Baghdad (CNN) -- Al Qaeda in Iraq claimed responsibility Tuesday for a string of attacks that killed virtually seventy folks and wounded over two hundred.
The seemingly coordinated explosions Thursday struck throughout the peak of morning rush hour, hitting variety of Baghdad's primarily mixed Sunni-Shiite neighborhoods. 9 automobile bombs, six roadside bombs and a mortar spherical all went off in an exceedingly two-hour amount, targeting residential, industrial and government districts within the Iraqi capital, police said.
"The series of special invasions launched, below the steerage of the Ministry of War within the Islamic State of Iraq, to support the weak Sunnis within the prisons of the apostates and to retaliate for the captives who were executed," the cluster said on an al Qaeda web site.

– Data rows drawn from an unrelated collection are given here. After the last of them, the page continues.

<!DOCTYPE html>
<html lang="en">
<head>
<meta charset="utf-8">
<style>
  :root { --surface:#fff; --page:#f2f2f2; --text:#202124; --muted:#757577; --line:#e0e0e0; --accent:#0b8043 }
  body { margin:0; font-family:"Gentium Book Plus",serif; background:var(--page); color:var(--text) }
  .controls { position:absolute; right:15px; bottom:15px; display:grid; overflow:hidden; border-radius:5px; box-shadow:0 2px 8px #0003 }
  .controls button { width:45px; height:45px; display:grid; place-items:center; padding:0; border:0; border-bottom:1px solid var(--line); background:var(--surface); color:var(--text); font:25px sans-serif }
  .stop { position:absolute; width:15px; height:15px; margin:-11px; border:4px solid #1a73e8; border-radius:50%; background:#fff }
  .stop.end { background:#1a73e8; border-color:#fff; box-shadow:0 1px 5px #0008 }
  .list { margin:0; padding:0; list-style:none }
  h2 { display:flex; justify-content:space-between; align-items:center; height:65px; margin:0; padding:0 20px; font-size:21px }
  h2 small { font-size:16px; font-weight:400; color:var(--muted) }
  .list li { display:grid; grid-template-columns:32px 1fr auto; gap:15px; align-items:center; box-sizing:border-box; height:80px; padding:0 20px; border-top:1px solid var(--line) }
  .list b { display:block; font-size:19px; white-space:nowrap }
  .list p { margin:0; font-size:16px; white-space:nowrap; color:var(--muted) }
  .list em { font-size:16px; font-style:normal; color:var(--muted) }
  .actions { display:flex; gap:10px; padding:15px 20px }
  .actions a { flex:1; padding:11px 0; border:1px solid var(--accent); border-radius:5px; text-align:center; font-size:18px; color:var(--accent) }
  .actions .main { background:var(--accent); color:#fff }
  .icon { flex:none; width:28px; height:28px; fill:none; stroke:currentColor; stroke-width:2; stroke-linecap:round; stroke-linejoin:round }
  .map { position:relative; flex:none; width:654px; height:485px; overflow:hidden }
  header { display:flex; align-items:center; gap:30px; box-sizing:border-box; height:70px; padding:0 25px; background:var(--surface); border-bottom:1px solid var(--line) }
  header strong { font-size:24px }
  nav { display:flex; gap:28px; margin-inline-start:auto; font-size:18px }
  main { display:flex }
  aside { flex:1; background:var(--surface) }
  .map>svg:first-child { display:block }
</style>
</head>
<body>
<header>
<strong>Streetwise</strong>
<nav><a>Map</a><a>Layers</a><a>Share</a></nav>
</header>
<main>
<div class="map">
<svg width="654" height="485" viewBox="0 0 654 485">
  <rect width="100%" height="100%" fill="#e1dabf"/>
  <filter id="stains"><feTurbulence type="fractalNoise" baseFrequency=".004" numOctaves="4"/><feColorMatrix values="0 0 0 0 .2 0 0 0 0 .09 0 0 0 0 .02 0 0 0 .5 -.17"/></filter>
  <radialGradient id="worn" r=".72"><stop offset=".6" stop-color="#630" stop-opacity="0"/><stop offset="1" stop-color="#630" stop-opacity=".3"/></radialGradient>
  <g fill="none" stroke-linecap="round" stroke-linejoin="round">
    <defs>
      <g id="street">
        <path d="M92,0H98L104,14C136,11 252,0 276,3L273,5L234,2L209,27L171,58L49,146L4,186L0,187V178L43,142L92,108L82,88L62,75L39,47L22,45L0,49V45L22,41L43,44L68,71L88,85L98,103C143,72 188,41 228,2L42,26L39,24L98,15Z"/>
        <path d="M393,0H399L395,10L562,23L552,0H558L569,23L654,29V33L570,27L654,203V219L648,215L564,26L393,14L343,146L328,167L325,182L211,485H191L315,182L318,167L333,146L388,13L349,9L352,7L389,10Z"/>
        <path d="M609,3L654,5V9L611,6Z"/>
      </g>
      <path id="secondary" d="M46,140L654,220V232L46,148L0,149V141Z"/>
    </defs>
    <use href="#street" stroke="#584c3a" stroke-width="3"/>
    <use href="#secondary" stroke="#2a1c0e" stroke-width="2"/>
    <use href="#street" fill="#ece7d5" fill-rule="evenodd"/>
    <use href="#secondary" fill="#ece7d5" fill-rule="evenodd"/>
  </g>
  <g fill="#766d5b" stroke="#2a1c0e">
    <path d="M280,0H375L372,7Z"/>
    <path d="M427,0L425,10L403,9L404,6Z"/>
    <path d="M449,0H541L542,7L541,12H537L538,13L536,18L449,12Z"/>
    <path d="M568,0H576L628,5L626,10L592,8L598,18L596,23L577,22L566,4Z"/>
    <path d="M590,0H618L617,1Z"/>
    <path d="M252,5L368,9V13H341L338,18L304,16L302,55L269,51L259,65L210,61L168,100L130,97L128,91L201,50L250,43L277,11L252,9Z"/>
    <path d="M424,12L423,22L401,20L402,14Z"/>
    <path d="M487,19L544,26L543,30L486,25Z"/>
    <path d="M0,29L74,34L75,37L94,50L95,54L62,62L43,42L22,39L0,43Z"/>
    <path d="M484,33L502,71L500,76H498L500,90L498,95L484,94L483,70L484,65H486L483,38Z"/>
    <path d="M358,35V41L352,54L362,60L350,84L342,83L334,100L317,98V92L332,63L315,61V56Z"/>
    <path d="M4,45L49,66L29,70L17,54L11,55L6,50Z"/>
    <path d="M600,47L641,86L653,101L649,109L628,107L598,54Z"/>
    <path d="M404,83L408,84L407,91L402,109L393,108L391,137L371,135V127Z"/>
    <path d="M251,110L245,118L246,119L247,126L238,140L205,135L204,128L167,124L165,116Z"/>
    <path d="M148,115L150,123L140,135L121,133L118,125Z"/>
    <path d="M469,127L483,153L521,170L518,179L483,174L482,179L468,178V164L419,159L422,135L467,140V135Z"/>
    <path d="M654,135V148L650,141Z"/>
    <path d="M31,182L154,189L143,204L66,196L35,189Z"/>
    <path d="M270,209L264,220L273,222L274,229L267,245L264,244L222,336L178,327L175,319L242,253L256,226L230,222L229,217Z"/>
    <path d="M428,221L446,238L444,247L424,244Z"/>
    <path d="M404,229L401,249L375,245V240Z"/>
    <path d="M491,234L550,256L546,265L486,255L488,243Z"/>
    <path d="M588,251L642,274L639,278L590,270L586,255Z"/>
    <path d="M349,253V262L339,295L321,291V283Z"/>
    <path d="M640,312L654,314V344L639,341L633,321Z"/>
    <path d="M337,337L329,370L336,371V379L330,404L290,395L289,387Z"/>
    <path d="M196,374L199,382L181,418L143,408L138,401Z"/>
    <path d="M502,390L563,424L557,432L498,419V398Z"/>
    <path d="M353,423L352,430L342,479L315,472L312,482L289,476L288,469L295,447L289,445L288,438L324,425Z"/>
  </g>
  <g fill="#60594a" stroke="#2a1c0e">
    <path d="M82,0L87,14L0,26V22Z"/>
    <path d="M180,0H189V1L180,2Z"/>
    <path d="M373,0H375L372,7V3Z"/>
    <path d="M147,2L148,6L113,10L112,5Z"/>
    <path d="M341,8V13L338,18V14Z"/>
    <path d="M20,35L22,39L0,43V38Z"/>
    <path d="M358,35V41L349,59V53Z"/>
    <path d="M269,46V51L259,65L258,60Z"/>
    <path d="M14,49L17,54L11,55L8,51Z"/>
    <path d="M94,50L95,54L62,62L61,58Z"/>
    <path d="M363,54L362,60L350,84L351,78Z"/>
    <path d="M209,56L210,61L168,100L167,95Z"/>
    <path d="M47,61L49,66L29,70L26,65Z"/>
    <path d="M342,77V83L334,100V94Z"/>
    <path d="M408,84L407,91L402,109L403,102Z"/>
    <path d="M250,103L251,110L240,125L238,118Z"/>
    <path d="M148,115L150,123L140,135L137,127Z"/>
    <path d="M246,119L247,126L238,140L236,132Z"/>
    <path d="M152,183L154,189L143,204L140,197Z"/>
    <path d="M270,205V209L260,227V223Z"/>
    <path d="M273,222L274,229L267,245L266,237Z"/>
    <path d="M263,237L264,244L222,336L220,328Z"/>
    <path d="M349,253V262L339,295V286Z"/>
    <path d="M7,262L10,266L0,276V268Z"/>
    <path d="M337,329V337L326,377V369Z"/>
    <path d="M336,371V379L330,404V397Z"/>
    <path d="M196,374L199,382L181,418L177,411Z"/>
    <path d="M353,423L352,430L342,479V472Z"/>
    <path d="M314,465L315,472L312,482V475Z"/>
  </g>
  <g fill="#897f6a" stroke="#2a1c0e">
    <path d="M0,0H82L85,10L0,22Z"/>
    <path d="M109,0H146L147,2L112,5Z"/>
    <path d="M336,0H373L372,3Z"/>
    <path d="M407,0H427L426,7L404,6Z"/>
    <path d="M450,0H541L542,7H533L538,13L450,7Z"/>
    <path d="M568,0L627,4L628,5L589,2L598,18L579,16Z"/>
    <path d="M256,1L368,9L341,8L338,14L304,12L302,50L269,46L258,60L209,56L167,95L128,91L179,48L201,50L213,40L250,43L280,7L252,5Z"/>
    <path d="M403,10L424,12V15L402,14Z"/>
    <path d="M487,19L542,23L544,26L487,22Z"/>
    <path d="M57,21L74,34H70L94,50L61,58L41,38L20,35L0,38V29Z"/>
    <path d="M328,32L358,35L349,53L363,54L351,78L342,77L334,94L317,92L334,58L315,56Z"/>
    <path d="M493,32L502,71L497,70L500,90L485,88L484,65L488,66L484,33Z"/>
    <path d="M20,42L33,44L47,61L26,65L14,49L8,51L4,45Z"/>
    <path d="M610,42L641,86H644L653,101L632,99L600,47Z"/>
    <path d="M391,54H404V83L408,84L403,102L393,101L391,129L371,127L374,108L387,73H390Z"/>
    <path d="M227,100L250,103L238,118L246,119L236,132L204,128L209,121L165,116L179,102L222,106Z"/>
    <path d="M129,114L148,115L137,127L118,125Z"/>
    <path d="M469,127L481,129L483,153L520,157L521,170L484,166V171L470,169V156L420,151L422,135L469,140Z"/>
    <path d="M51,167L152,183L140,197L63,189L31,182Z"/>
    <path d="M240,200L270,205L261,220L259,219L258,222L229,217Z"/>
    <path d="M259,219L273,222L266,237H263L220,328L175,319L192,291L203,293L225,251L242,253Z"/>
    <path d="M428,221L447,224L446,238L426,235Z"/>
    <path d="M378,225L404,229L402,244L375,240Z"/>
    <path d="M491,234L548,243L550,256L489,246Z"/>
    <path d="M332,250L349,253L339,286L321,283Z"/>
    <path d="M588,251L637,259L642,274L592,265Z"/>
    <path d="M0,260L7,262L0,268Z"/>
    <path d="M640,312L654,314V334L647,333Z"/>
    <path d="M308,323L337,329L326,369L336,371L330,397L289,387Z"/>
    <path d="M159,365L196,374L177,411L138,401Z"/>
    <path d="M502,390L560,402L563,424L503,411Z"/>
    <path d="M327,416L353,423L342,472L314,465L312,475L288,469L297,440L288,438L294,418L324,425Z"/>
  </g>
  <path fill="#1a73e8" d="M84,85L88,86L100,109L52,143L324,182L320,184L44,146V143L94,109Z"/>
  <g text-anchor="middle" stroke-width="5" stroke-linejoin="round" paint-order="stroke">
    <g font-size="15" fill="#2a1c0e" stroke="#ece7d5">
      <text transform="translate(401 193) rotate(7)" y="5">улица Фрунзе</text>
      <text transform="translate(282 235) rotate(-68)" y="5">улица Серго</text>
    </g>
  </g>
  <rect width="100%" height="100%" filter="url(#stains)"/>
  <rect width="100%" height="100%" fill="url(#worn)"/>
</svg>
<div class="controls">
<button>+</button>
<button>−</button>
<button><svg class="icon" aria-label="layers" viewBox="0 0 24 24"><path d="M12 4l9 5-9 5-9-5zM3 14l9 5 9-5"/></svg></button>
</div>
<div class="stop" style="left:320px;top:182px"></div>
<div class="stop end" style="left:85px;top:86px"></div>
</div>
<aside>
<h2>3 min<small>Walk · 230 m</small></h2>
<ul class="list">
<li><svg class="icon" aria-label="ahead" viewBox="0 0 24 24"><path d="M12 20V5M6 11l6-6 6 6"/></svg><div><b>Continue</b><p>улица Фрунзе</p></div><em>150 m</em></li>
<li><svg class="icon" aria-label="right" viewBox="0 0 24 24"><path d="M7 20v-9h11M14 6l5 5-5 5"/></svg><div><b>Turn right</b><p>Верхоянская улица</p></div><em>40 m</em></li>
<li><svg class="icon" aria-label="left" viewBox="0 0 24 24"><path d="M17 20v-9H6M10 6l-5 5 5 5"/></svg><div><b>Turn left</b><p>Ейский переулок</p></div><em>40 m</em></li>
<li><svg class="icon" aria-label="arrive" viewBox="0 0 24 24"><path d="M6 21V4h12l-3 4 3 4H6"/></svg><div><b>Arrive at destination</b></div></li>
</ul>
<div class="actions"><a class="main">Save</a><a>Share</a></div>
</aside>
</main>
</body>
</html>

Iraq's leadership is dominated by Shiite Muslims, together with Prime Minister Nuri al-Maliki. The country's Sunni minority held power below former leader Saddam Hussein.
Bloodshed in Baghdad
Iraq's future hinges on political crisis
Iraq when the withdrawal
A recent political crisis has raised fears of a come back of the sectarian bloodshed in Iraq that ripped the country apart at the peak of the war some years back.

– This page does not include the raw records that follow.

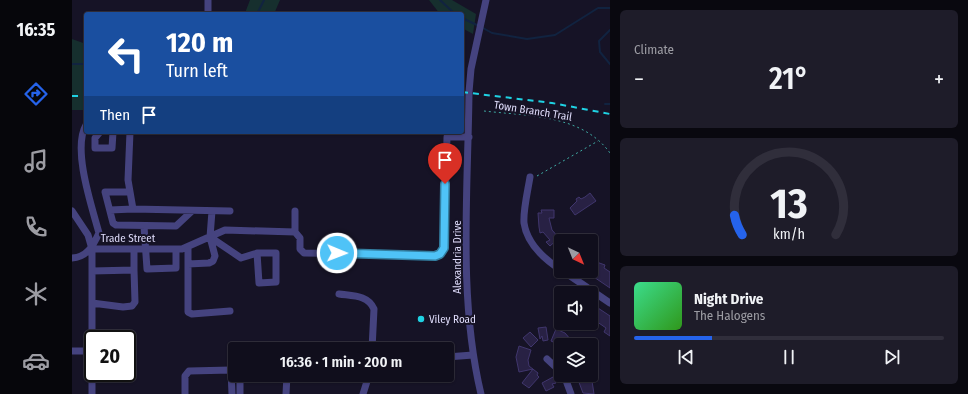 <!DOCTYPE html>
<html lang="en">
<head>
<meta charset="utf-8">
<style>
	:root { --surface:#100e1c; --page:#1e1c29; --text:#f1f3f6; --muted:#9c9ca3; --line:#302e3b; --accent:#2563eb }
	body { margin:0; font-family:"Fira Sans Condensed",sans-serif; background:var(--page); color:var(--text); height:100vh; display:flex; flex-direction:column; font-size:15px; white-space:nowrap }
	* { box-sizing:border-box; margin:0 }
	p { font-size:13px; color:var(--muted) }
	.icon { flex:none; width:22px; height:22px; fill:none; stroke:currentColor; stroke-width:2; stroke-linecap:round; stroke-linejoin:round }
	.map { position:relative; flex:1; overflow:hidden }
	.details { display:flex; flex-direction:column; gap:10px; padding:10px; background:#09080f; width:358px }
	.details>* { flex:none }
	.guide { position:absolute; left:12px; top:12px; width:380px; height:122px; border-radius:4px; box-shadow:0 1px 3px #0004,0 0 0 1px var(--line); background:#1a4fa0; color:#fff; overflow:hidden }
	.needle { width:26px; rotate:137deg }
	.fabs { position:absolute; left:482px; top:234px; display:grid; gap:8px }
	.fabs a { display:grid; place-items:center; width:44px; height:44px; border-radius:4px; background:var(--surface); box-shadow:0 1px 3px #0004,0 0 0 1px var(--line); font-size:20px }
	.speed { position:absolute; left:12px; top:330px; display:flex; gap:8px; font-size:20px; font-weight:700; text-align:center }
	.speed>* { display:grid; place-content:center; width:52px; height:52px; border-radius:50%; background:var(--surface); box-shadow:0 1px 3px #0004,0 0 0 1px var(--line); line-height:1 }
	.speed .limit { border:2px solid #111; border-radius:6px; background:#fff; color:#111 }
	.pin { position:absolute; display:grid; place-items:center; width:34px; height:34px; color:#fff; margin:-41px -17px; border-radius:50% 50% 50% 0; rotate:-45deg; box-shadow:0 0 4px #0007 }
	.pin .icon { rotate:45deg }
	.me { position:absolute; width:44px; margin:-22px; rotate:91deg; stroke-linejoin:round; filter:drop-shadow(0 0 3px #0008) }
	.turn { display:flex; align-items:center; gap:14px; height:84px; padding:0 16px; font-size:18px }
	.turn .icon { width:52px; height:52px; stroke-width:2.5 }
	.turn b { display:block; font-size:28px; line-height:34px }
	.then { display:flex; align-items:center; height:38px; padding:0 16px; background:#0003; gap:8px; font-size:15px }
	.big { font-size:30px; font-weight:600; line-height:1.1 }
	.details .widget { flex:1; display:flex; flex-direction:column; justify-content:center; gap:6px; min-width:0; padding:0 14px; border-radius:6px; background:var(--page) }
	.details .dial { align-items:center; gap:0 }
	.dial svg { height:104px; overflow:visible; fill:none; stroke:var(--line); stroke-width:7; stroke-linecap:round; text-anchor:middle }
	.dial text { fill:var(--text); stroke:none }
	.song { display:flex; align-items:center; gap:12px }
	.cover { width:48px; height:48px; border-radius:6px; background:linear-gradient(135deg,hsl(150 70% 55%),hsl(110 70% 35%)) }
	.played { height:4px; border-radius:2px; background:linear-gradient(90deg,var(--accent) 25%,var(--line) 25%) }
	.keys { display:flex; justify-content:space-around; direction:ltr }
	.heat { display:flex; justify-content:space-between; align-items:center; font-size:22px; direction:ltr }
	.trip { position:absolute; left:156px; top:342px; width:226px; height:40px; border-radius:4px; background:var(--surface); box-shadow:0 1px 3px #0004,0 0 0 1px var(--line); font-weight:600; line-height:40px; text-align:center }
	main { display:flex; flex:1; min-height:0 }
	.tabs { display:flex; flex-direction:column; width:72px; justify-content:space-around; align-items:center; background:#06060b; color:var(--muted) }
	.tabs .icon { width:28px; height:28px }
	.tabs .on { color:var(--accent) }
	.tabs b { font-size:18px; color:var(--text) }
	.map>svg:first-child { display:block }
</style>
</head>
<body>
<main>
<nav class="tabs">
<b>16:35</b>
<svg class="icon on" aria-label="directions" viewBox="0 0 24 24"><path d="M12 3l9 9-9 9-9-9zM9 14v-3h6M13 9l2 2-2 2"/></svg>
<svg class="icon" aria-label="music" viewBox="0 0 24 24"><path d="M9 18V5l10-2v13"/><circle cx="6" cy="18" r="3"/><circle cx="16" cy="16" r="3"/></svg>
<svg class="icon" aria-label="phone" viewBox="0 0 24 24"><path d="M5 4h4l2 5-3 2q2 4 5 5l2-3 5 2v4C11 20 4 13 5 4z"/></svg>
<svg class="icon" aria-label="climate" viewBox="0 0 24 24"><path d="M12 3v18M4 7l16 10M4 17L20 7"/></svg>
<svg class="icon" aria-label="car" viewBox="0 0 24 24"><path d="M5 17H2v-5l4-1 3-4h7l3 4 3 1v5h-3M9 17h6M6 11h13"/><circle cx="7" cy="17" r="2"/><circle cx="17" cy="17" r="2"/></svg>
</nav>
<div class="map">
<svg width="538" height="394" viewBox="0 0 538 394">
	<rect width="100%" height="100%" fill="#161326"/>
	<path fill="#162f2e" d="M178 0H208L202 14H170L173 13Z
		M357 0H380L404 14 401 34 390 28V14H368Z
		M0 39 14 44V110H0Z"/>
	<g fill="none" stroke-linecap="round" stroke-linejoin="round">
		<path stroke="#112340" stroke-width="2" d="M368 0 383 14
			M185 14 192 0
			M390 18 407 26
			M411 28 420 33 455 39 483 35 526 8H538
			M538 30 527 41 528 52 538 64
			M0 64H14
			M533 104H538"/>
	</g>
	<path fill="#282144" stroke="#40366d" d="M518 193 524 201 503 215 498 208 505 201 504 199 507 197 509 199 513 197Z
		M469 210H482V218H477L480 230 487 238 478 246 474 242 478 240 471 232 468 233 467 227 466 213H470Z
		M519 260 533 265 532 268 538 272V288L513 271H519Z
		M523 306 538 316V336L532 332 534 328 524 321 519 329V312Z
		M474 327 476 340 471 341 470 336 468 339 466 328Z
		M484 329 493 333 499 340 501 337 505 342 502 345H488L479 341Z
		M458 332 466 340 459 347 451 338Z
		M447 346 459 350 456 360 457 366 466 373 465 375 467 377 457 388 450 383 461 369 447 372 444 357Z
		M511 375H523L524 379 520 381 522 394 511 393 505 377Z
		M481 377 484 383 480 384 482 387 474 391 470 383Z"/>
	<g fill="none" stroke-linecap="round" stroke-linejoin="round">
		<path stroke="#3faba4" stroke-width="1" stroke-dasharray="2 3" stroke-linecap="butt" d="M412 111C454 116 510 114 538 153
			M465 176 526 141"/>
		<path stroke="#45437f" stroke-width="7" d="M136 14V0
			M28 132 23 138V148H40L41 132
			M58 132 56 180 61 209 158 211
			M458 177C456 190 451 210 452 223 455 244 472 259 489 270
			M58 192H33L41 223 44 225 104 226 120 211
			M38 210 61 209
			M0 211 16 235 20 249
			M72 226 75 269 104 268V249
			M223 232 228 238V249L232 253 365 255 372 248 375 137H397
			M138 237 169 258 185 253H204V282L187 283 185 253
			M116 247V312L120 314 158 311
			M0 258C15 257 21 246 27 233 20 207 0 149 14 125
			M116 264 137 263 141 261 143 256 138 237 140 211
			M20 271 62 270V249
			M491 271 538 303
			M267 294C281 296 296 295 302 309L300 349
			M20 303 51 307 60 306 63 302 62 270
			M171 349 174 347H207L211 349
			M0 351H20
			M375 357 401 355
			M475 359 489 372
			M168 375V394
			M492 375 499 394
			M20 394V249H110L153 230 223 232V211
			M113 394V376L117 371 159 370 160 394
			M214 394 215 375
			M291 394 297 375
			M409 394C386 298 396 191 397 92L399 69 414 0"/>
		<path stroke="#1fd2e3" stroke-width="2" stroke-dasharray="6 5" stroke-linecap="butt" d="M390 92 480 103 538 114
			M0 96H14"/>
	</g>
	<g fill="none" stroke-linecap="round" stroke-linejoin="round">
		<g stroke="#337fa1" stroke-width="10">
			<path id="route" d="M265 253 363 256 368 254 372 248 373 184"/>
		</g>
		<use href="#route" stroke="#4fc3f7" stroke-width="7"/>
	</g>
	<circle fill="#1fd2e3" stroke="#161326" stroke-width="1.5" cx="349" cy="319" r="4"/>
	<g text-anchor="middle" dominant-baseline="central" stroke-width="4" stroke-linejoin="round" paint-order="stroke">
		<g font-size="11" fill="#dfdcfb" stroke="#161326">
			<text transform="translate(461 111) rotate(9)">Town Branch Trail</text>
			<text x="56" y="238">Trade Street</text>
			<text transform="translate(385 257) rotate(-90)">Alexandria Drive</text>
		</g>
		<g font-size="11" fill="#dfdcfb" stroke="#161326" text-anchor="start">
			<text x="357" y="319">Viley Road</text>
		</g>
	</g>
</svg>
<div class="fabs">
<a><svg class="needle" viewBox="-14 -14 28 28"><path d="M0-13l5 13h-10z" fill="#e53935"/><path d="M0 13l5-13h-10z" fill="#9c9ca3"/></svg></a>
<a><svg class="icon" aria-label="sound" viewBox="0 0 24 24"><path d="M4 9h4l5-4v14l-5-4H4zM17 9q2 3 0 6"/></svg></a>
<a><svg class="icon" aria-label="layers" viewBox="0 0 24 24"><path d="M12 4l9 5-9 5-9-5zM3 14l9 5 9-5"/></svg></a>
</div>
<div class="speed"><div class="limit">20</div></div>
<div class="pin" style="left:373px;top:184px;background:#d93025"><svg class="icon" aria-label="arrive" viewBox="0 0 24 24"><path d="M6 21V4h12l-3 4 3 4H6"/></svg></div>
<svg class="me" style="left:265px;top:253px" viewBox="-20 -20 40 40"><circle r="17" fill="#4fc3f7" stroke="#fff" stroke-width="3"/><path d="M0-11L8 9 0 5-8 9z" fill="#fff"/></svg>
<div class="trip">16:36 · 1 min · 200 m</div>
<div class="guide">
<div class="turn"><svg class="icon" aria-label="left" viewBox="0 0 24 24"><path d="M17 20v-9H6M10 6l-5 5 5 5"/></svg><div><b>120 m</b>Turn left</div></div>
<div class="then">Then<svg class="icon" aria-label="arrive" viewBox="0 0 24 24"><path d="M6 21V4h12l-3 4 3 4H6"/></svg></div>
</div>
</div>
<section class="details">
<div class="widget"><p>Climate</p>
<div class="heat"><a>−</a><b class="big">21°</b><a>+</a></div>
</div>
<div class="widget dial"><svg viewBox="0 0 100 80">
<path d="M14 69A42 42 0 1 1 86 69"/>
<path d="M14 69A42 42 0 0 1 8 54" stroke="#2563eb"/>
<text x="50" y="56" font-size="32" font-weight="700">13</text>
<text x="50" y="72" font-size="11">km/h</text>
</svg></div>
<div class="widget">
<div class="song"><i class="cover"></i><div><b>Night Drive</b><p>The Halogens</p></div></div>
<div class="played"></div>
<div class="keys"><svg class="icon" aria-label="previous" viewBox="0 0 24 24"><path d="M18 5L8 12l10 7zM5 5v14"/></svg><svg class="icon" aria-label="pause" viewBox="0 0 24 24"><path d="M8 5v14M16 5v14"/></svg><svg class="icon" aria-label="next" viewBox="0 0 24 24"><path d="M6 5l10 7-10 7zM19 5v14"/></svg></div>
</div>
</section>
</main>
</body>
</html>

On December nineteen, al-Maliki, a Shiite, ordered the arrest of the Sunni vice chairman, a move that escalated sectarian tensions and threatened to collapse Iraq's fragile power-sharing government.
The political turmoil also because the recent spate of violence erupted simply days when the ultimate U.S. troops withdrew.
Violence in Iraq has declined in recent years however last week's attacks were among the worst since August when a series of coordinated bombings killed a minimum of seventy five folks in seventeen Iraqi cities.